With the release of October’s unemployment rate expect a deluge of jargon that’ll leave you scratching your head. Well stop scratching and join me in Employment 101.

As you probably know by now the jobless rate has just increased slightly to a “seasonally adjusted” 5.8%. What is seasonally adjusted? Ever noticed there’s less building in winter, more retail jobs over Christmas and no work for professional services in January? These are seasonal factors and the ABS takes them into account when working out the unemployment rate.

You may also read the participation rate remained steady at 65.2%. This refers to the number of people who want to work, are working, or are actively looking for work. It excludes those with no interest in working, which sounds like me most Monday mornings.

The next question is why is unemployment rising when the economy is improving? Well employment is a “lagging indicator” i.e. it lags behind other indicators as a recession lifts. In fact it’s often the last thing to recover as businesses usually don’t hire until they’re sure the economy is back on track.

Some other terms to look out for include:

The “hidden unemployed” and the “underemployed”

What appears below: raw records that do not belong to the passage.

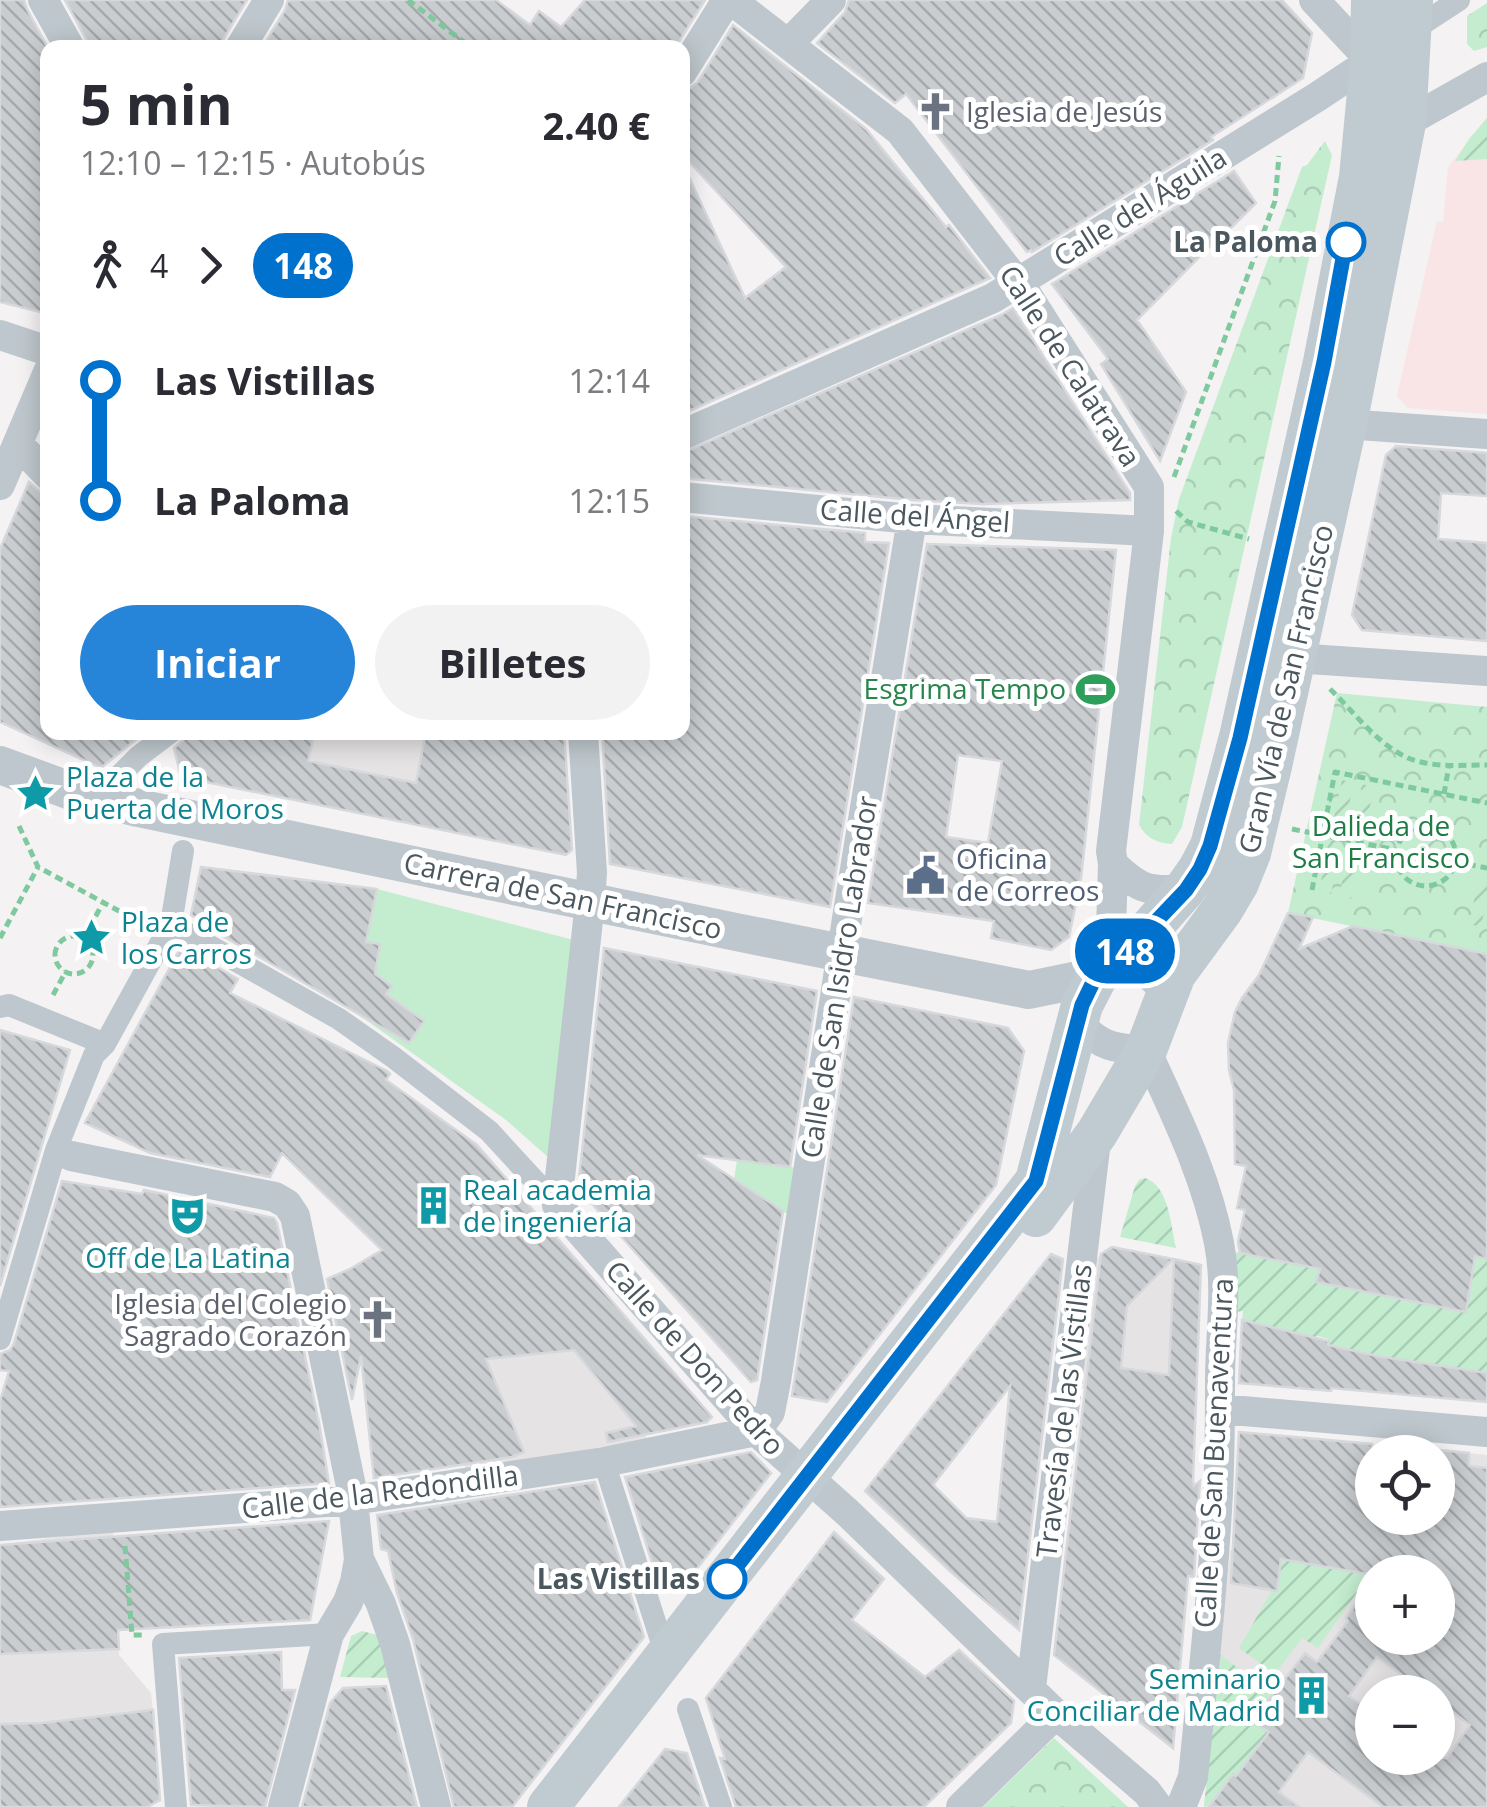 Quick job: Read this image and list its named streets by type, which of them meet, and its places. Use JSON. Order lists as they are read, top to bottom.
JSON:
{
  "streets": {
    "main road": ["Gran Vía de San Francisco"],
    "street": [
      "Calle del Águila",
      "Calle de Calatrava",
      "Calle del Ángel",
      "Carrera de San Francisco",
      "Calle de San Isidro Labrador",
      "Calle de Don Pedro",
      "Travesía de las Vistillas",
      "Calle de San Buenaventura",
      "Calle de la Redondilla"
    ]
  },
  "crossings": [
    ["Calle del Águila", "Calle de Calatrava"],
    ["Calle del Águila", "Gran Vía de San Francisco"],
    ["Calle de Calatrava", "Calle del Ángel"],
    ["Calle de Calatrava", "Gran Vía de San Francisco"],
    ["Calle de Calatrava", "Carrera de San Francisco"],
    ["Calle de Calatrava", "Calle de San Buenaventura"],
    ["Calle del Ángel", "Calle de San Isidro Labrador"],
    ["Gran Vía de San Francisco", "Carrera de San Francisco"],
    ["Gran Vía de San Francisco", "Calle de San Buenaventura"],
    ["Carrera de San Francisco", "Calle de San Isidro Labrador"],
    ["Carrera de San Francisco", "Calle de San Buenaventura"],
    ["Calle de San Isidro Labrador", "Calle de Don Pedro"],
    ["Calle de San Isidro Labrador", "Calle de la Redondilla"],
    ["Calle de Don Pedro", "Travesía de las Vistillas"],
    ["Calle de Don Pedro", "Calle de la Redondilla"]
  ],
  "parks": ["Dalieda de San Francisco"],
  "places": {
    "church": ["Iglesia de Jesús", "Iglesia del Colegio Sagrado Corazón"],
    "other": ["La Paloma", "Las Vistillas"],
    "sports": ["Esgrima Tempo"],
    "place": ["Plaza de la Puerta de Moros", "Plaza de los Carros"],
    "public building": ["Oficina de Correos"],
    "building": ["Real academia de ingeniería", "Seminario Conciliar de Madrid"],
    "theatre": ["Off de La Latina"]
  },
  "lines": ["bus line 148"],
  "page": {
    "on_map": "148",
    "heading": ["5 min", "12:10 – 12:15 · Autobús", "2.40 €"],
    "legs": ["4", "148"],
    "list": [
      {
        "name": "Las Vistillas",
        "value": "12:14"
      },
      {
        "name": "La Paloma",
        "value": "12:15"
      }
    ],
    "buttons": ["Iniciar", "Billetes"],
    "map_buttons": ["+", "−"]
  }
} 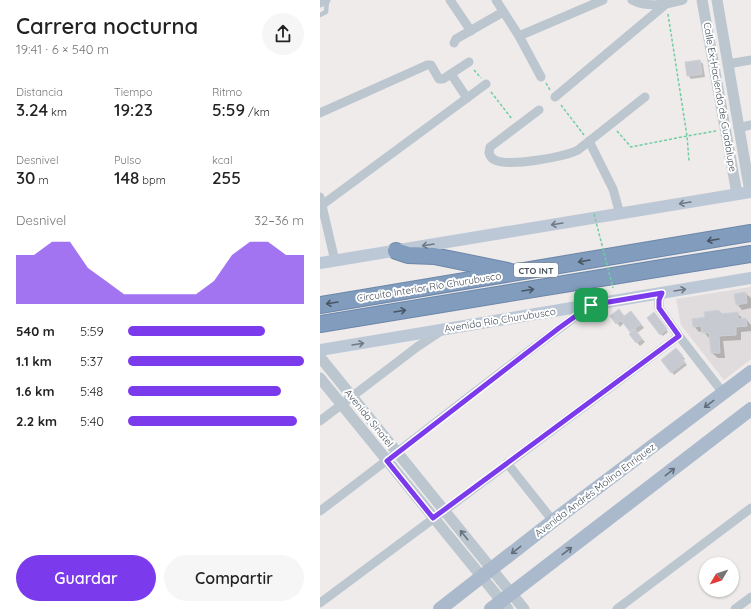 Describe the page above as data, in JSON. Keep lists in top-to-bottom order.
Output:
{
  "streets": {
    "highway": ["CTO INT", "Circuito Interior Río Churubusco"],
    "main road": ["Avenida Río Churubusco", "Avenida Andrés Molina Enríquez"],
    "street": ["Calle Ex-Hacienda de Guadalupe", "Avenida Sinatel"]
  },
  "crossings": [
    ["Avenida Sinatel", "Avenida Andrés Molina Enríquez"]
  ],
  "north": "bottom left",
  "page": {
    "heading": ["Carrera nocturna", "19:41 · 6 × 540 m"],
    "stats": [
      ["Distancia", "3.24 km"],
      ["Tiempo", "19:23"],
      ["Ritmo", "5:59 /km"],
      ["Desnivel", "30 m"],
      ["Pulso", "148 bpm"],
      ["kcal", "255"]
    ],
    "chart": ["Desnivel", "32–36 m"],
    "list": [
      {
        "name": "540 m",
        "note": "5:59"
      },
      {
        "name": "1.1 km",
        "note": "5:37"
      },
      {
        "name": "1.6 km",
        "note": "5:48"
      },
      {
        "name": "2.2 km",
        "note": "5:40"
      }
    ],
    "buttons": ["Guardar", "Compartir"]
  }
} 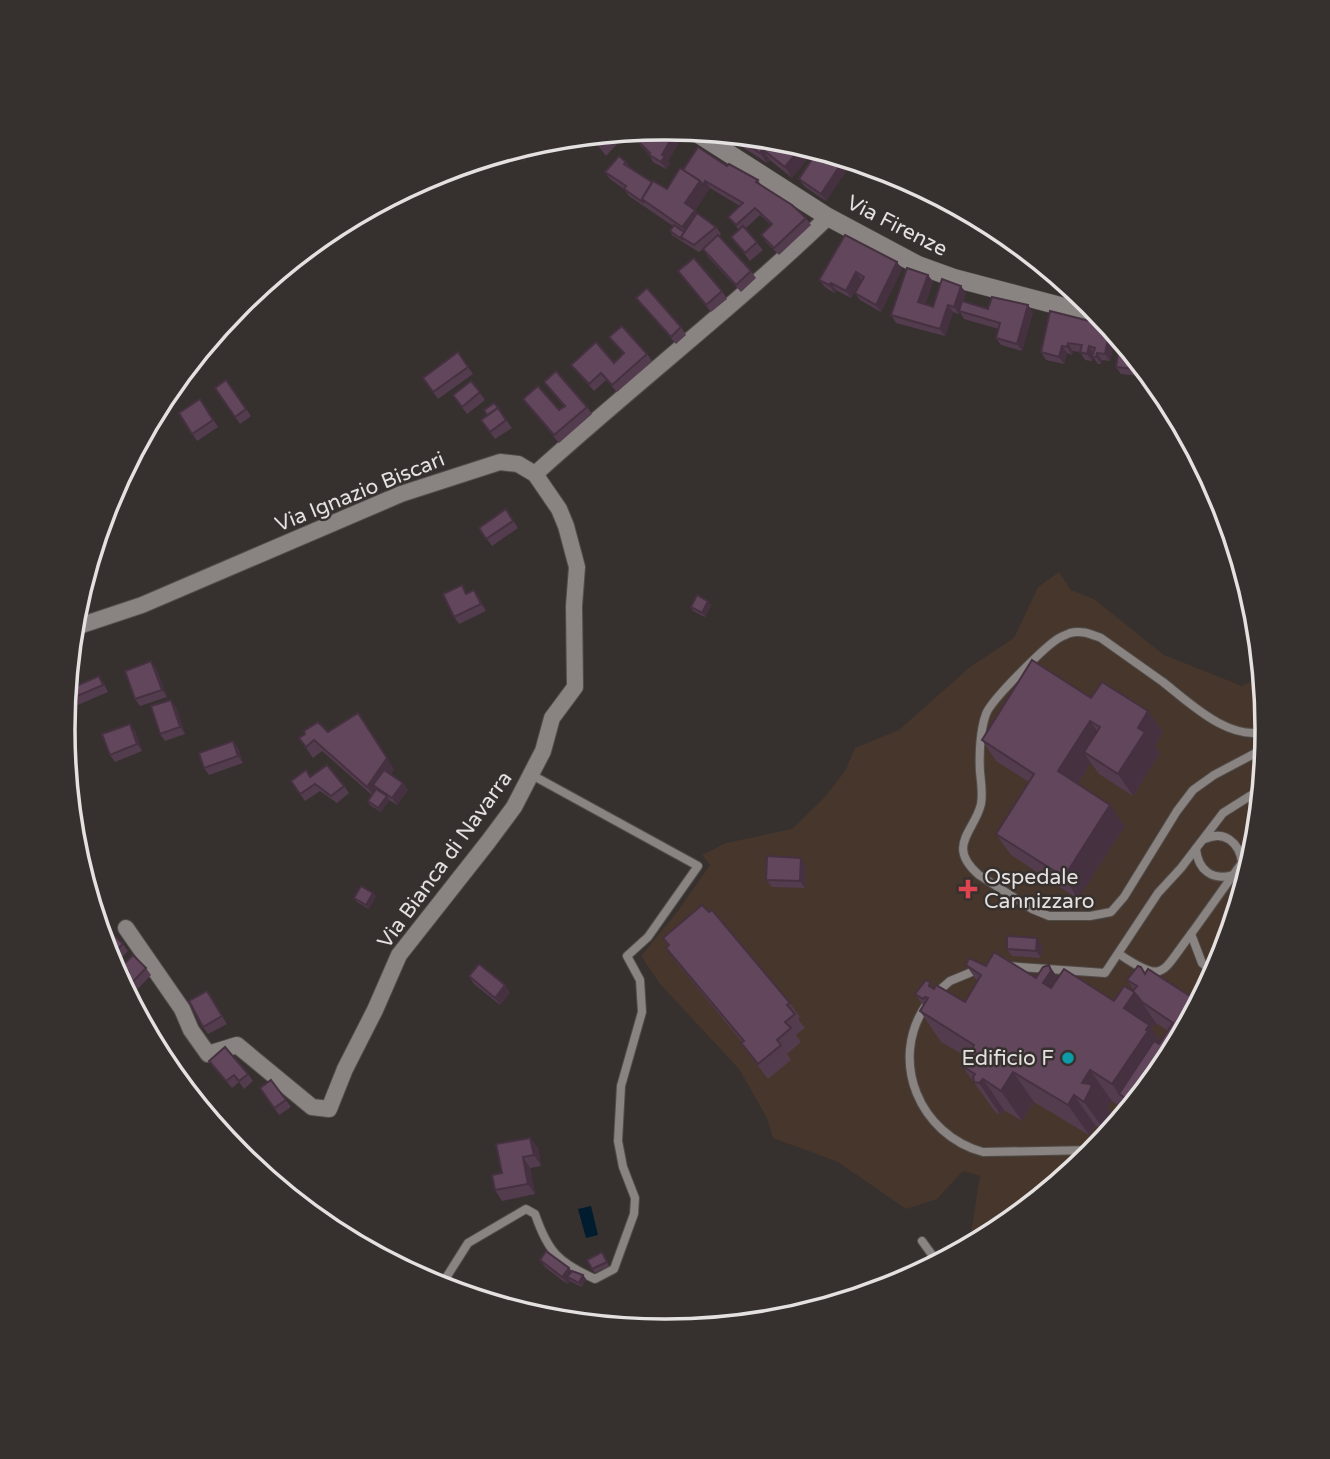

The ABS defines someone as unemployed if they are over 15 and not working but are looking for work. So if you have given up looking, are between jobs or not working as many hours as you wanted then you’re not counted. You are the “hidden unemployed” and the “underemployed”. With this in mind many economists claim the “real” jobless rate can be twice the official figure. In the US for example the official rate is around 10% but if you include the hidden and the underemployed some estimate that it’s closer to 17.5%.

Cyclical unemployment

This refers to unemployment that goes up during bad times and down during good times. In other words it varies with the cycle of economic growth followed by recession followed by growth followed by recession etc.

Full employment

This is when everyone who wants to work is. Surprisingly it doesn’t mean everyone is employed as there are always some people who don’t want to work or are between jobs. Any good government is always aiming for full employment and we came pretty close just before the GFC.

Class dismissed. Run along now.

In other news… well actually in the same news but in more detail – a surprise gain of 24,000 jobs has added to the likelihood of a December rate rise. However, these jobs did not cover the new entrants to the work force so that’s why the rate went up. Underemployment is up across most age groups, with hours worked falling slightly. Oh and the news is good for the yoof because teen unemployment fell 0.8 to 15.5%.